Exercise instructions:
After locating the line that holds "<div><p>Elevation</p><b>85<small> m</small></b></div>", output it and all following lines word for word, stopping only at the end of the data.

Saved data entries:
____

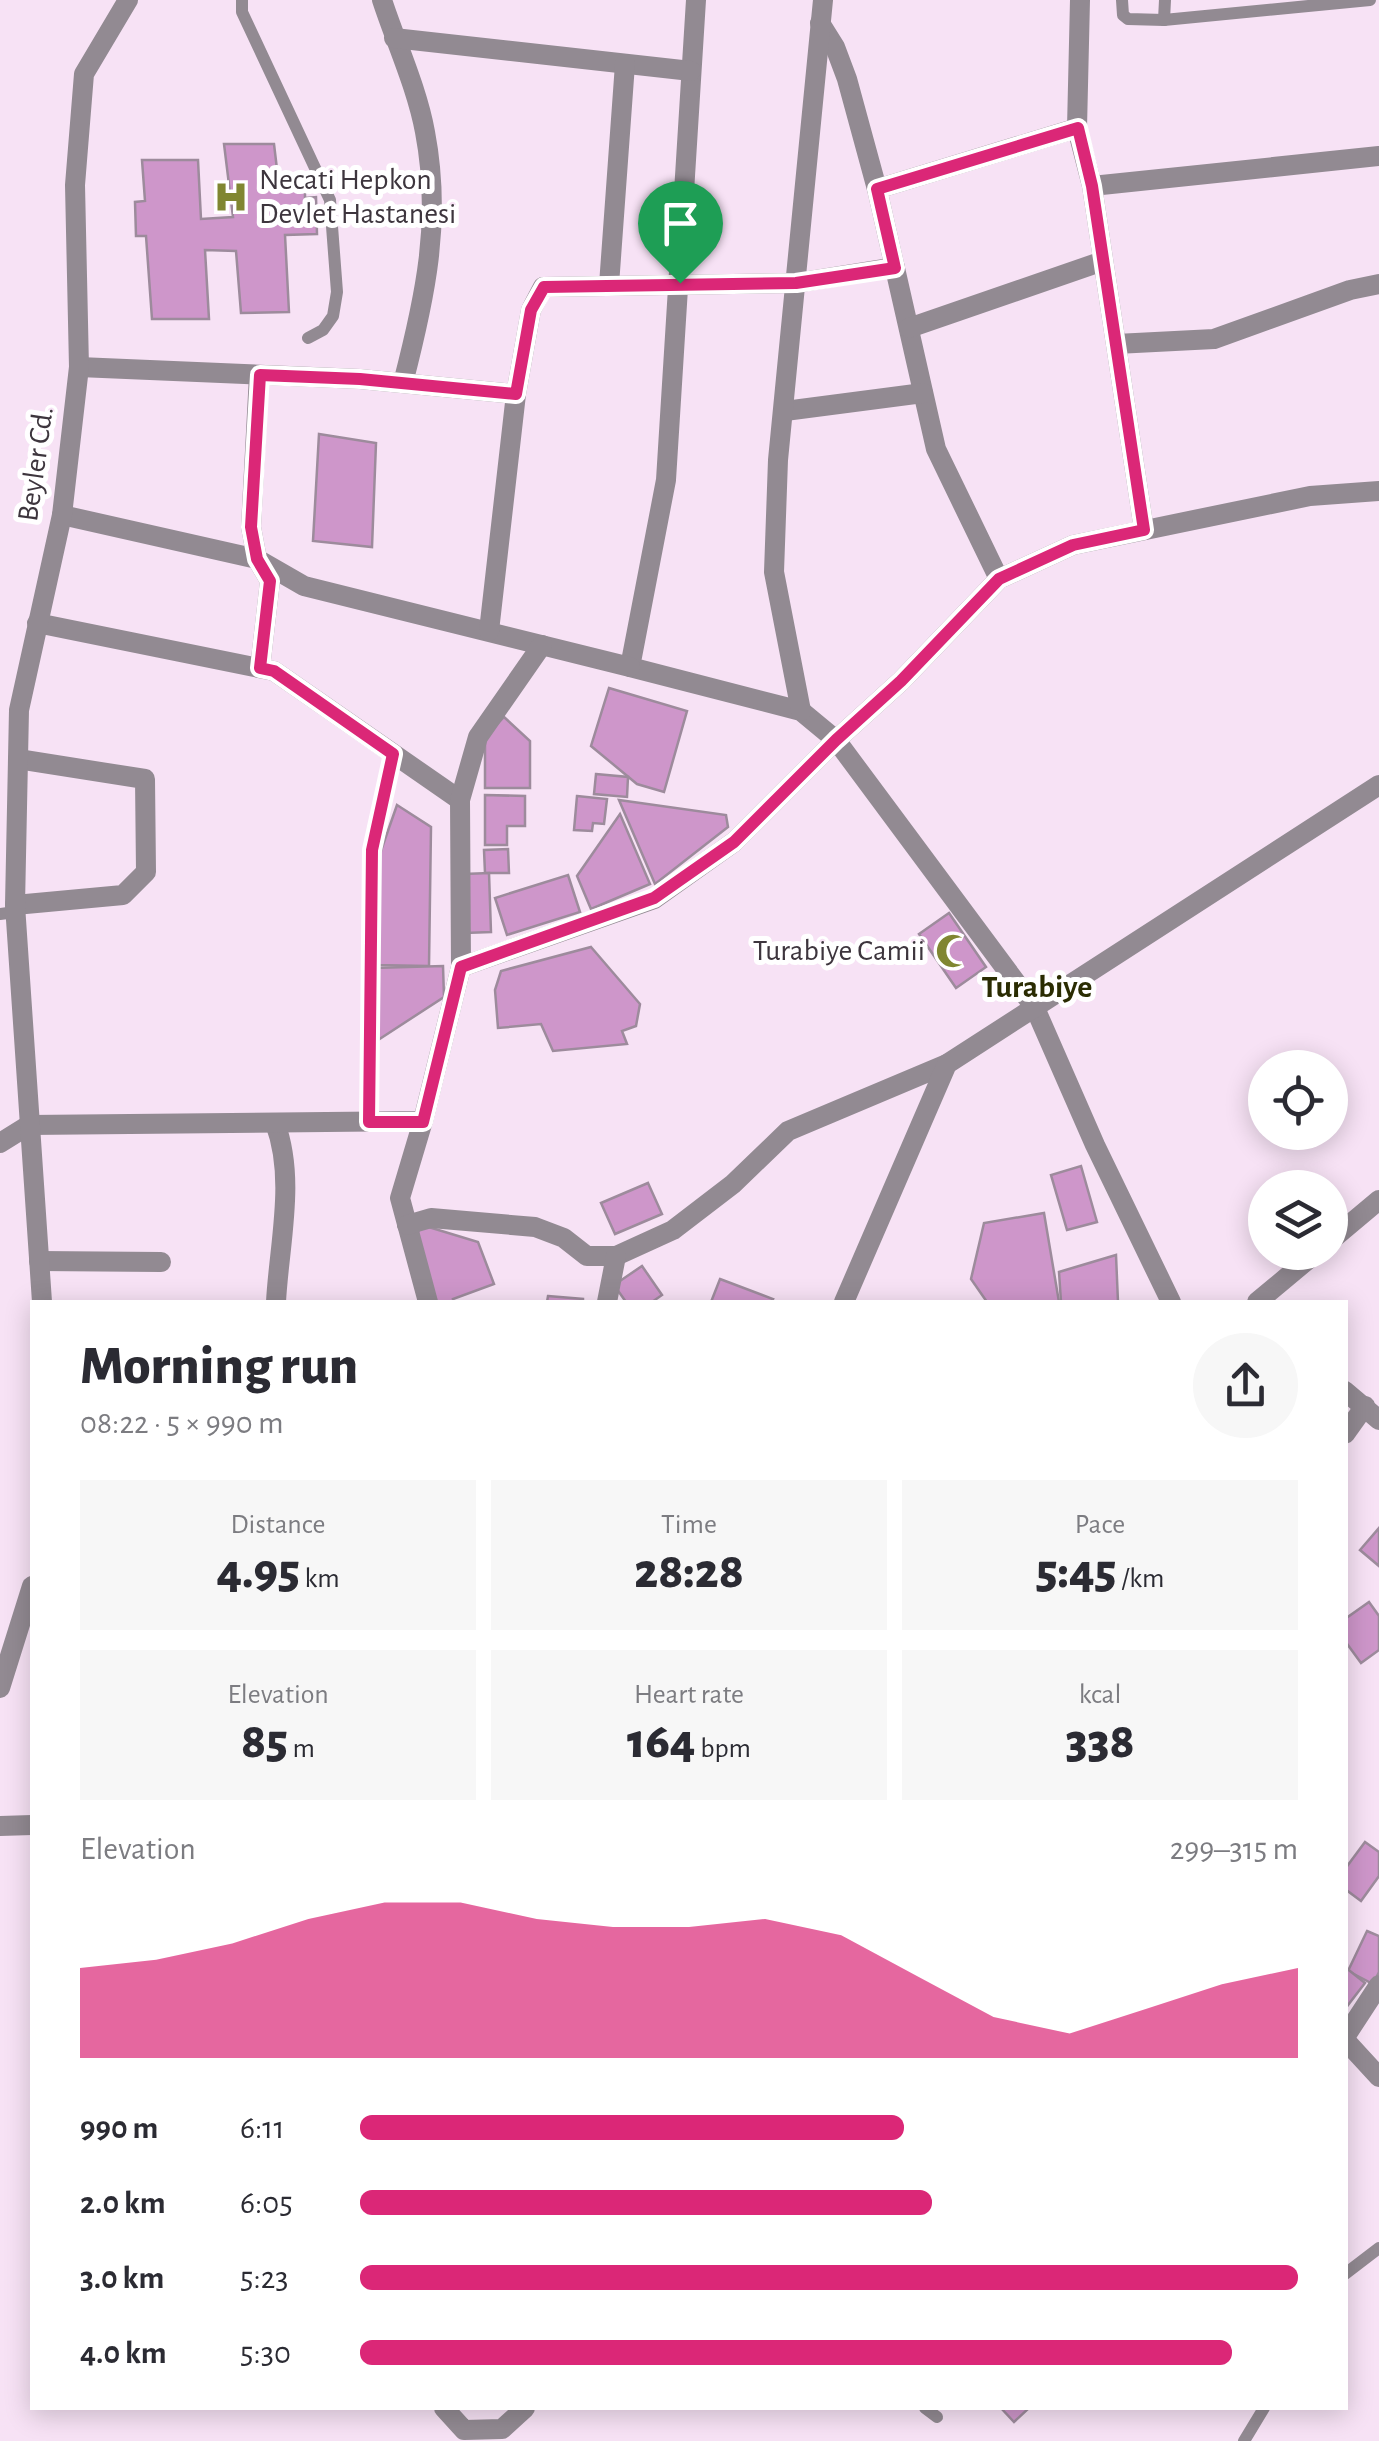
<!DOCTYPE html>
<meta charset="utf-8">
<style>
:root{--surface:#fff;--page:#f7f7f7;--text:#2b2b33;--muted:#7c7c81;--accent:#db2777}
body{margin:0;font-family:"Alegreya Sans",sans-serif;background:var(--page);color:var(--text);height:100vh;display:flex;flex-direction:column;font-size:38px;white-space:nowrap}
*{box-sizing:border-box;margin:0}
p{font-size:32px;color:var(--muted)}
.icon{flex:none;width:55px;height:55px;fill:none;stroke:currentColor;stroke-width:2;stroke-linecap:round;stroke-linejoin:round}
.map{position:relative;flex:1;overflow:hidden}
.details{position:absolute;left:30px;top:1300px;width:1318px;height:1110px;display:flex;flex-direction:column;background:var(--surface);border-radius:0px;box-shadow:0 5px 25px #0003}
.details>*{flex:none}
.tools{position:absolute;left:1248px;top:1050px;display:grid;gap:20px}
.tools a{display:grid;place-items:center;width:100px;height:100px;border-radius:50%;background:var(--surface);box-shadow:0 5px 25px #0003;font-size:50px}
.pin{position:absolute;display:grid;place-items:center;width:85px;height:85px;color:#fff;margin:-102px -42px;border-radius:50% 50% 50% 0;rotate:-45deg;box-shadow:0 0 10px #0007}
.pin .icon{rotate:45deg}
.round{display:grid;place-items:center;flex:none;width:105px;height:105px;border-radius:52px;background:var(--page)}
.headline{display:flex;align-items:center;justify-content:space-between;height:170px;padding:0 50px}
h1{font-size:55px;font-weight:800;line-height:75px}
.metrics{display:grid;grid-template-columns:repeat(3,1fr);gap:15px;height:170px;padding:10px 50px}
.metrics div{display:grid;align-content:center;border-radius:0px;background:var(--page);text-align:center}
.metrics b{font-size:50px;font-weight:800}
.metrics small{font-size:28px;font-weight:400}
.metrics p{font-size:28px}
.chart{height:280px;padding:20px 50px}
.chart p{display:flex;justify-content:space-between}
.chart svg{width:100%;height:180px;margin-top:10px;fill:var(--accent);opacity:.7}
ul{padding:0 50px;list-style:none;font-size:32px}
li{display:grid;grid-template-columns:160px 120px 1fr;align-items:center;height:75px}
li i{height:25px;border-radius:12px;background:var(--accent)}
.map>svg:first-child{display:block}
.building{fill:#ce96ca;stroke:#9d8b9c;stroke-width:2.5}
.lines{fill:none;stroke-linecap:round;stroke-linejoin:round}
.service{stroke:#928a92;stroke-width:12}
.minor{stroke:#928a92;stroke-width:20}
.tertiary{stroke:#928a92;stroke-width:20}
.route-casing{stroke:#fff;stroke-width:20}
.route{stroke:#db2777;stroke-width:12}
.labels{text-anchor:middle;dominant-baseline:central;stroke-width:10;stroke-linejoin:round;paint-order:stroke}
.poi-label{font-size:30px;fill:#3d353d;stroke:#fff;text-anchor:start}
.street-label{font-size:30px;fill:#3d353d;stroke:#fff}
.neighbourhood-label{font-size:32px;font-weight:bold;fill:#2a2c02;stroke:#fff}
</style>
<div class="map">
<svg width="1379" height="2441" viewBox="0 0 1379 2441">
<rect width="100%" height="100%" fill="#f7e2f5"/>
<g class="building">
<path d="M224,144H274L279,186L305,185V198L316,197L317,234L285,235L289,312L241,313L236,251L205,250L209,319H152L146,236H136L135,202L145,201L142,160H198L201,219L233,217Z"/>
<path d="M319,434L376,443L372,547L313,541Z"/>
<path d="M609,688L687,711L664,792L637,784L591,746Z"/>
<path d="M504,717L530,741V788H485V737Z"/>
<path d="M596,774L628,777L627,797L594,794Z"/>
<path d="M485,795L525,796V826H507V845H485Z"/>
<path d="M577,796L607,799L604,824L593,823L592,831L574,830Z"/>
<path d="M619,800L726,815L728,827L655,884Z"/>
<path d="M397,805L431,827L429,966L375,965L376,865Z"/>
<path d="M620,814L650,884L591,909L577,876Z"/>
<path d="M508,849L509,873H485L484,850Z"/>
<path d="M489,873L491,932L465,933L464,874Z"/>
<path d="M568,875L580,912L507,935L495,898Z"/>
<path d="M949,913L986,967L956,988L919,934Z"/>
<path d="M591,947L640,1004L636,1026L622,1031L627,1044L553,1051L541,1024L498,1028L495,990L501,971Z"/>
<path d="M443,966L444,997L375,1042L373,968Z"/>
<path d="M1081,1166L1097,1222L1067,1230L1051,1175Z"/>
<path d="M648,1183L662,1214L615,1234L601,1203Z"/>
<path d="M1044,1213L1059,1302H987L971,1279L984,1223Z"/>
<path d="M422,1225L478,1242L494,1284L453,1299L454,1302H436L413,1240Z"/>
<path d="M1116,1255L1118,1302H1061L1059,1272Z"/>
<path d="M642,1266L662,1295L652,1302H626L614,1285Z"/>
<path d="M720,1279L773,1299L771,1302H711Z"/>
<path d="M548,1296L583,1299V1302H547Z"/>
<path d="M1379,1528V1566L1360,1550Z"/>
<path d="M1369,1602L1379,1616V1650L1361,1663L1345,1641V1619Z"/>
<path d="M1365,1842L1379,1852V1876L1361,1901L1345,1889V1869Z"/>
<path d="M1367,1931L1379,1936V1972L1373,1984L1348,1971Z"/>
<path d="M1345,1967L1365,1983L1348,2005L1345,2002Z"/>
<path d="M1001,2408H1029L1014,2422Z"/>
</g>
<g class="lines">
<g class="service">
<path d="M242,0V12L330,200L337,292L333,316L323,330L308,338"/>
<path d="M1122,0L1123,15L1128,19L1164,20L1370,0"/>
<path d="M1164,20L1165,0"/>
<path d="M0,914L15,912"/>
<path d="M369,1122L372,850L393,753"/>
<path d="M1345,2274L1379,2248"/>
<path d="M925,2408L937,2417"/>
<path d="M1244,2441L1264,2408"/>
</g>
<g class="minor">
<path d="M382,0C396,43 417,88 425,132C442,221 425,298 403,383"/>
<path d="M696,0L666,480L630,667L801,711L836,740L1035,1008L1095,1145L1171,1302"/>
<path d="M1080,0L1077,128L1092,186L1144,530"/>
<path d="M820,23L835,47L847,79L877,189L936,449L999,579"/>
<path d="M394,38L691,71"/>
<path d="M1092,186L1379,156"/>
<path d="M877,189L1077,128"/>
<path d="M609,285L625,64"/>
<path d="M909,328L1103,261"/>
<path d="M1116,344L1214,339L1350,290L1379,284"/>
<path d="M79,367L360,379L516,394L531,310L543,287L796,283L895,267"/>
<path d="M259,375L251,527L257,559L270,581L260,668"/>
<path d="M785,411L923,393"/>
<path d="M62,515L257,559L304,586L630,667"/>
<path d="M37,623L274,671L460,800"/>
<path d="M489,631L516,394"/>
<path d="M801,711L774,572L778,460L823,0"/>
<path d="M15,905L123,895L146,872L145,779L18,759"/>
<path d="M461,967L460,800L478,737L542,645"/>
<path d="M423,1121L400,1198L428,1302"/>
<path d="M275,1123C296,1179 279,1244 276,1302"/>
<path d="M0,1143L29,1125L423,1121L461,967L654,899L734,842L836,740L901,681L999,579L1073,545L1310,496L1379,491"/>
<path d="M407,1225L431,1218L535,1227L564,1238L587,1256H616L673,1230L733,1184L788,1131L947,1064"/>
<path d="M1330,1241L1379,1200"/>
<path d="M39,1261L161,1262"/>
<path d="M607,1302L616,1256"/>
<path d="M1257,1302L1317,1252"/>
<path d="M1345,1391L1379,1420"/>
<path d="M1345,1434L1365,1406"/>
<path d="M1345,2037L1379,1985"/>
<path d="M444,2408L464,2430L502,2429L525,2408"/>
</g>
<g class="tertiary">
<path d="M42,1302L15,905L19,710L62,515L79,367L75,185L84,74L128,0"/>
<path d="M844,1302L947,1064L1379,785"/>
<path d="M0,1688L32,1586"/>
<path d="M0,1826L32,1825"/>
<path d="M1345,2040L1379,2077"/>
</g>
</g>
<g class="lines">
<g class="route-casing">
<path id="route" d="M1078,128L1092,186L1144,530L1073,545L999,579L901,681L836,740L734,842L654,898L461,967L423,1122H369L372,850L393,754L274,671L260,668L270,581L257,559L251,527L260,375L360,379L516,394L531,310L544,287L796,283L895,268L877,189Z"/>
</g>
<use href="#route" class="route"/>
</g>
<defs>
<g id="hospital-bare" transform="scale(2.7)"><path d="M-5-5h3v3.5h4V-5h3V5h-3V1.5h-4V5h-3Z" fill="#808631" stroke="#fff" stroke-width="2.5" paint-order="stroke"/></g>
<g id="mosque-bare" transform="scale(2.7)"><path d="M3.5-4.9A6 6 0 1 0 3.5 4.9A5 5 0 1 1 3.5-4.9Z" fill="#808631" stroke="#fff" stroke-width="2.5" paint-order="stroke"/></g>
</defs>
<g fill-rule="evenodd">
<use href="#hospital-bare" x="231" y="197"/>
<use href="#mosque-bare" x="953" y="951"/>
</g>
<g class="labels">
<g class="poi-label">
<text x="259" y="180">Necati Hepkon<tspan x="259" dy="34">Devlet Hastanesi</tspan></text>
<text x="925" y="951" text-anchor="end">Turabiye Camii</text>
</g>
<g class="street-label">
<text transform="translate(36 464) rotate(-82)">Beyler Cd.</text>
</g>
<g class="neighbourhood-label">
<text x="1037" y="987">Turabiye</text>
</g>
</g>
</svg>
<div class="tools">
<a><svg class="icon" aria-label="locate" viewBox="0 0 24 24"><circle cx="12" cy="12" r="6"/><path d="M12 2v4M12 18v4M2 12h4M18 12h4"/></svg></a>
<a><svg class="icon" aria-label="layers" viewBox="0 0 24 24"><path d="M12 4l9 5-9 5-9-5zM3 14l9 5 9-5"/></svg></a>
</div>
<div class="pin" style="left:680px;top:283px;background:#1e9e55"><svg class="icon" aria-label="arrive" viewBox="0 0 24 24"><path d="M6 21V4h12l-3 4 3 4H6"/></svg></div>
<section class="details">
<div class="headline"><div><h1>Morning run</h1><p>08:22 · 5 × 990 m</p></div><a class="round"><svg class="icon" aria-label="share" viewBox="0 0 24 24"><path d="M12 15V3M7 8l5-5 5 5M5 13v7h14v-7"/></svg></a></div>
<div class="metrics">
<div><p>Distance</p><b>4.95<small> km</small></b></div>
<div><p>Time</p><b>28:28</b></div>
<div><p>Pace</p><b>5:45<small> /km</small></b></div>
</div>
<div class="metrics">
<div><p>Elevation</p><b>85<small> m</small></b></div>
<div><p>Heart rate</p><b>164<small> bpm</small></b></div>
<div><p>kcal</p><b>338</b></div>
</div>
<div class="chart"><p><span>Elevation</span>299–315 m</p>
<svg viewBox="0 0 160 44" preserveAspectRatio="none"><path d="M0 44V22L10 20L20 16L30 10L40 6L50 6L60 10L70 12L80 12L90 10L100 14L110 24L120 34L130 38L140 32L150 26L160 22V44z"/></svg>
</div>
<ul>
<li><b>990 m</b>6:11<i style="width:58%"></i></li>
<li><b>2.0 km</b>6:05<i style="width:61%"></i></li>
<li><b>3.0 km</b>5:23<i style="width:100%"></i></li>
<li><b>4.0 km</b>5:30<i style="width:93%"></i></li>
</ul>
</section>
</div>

____

Response box:
<div><p>Elevation</p><b>85<small> m</small></b></div>
<div><p>Heart rate</p><b>164<small> bpm</small></b></div>
<div><p>kcal</p><b>338</b></div>
</div>
<div class="chart"><p><span>Elevation</span>299–315 m</p>
<svg viewBox="0 0 160 44" preserveAspectRatio="none"><path d="M0 44V22L10 20L20 16L30 10L40 6L50 6L60 10L70 12L80 12L90 10L100 14L110 24L120 34L130 38L140 32L150 26L160 22V44z"/></svg>
</div>
<ul>
<li><b>990 m</b>6:11<i style="width:58%"></i></li>
<li><b>2.0 km</b>6:05<i style="width:61%"></i></li>
<li><b>3.0 km</b>5:23<i style="width:100%"></i></li>
<li><b>4.0 km</b>5:30<i style="width:93%"></i></li>
</ul>
</section>
</div>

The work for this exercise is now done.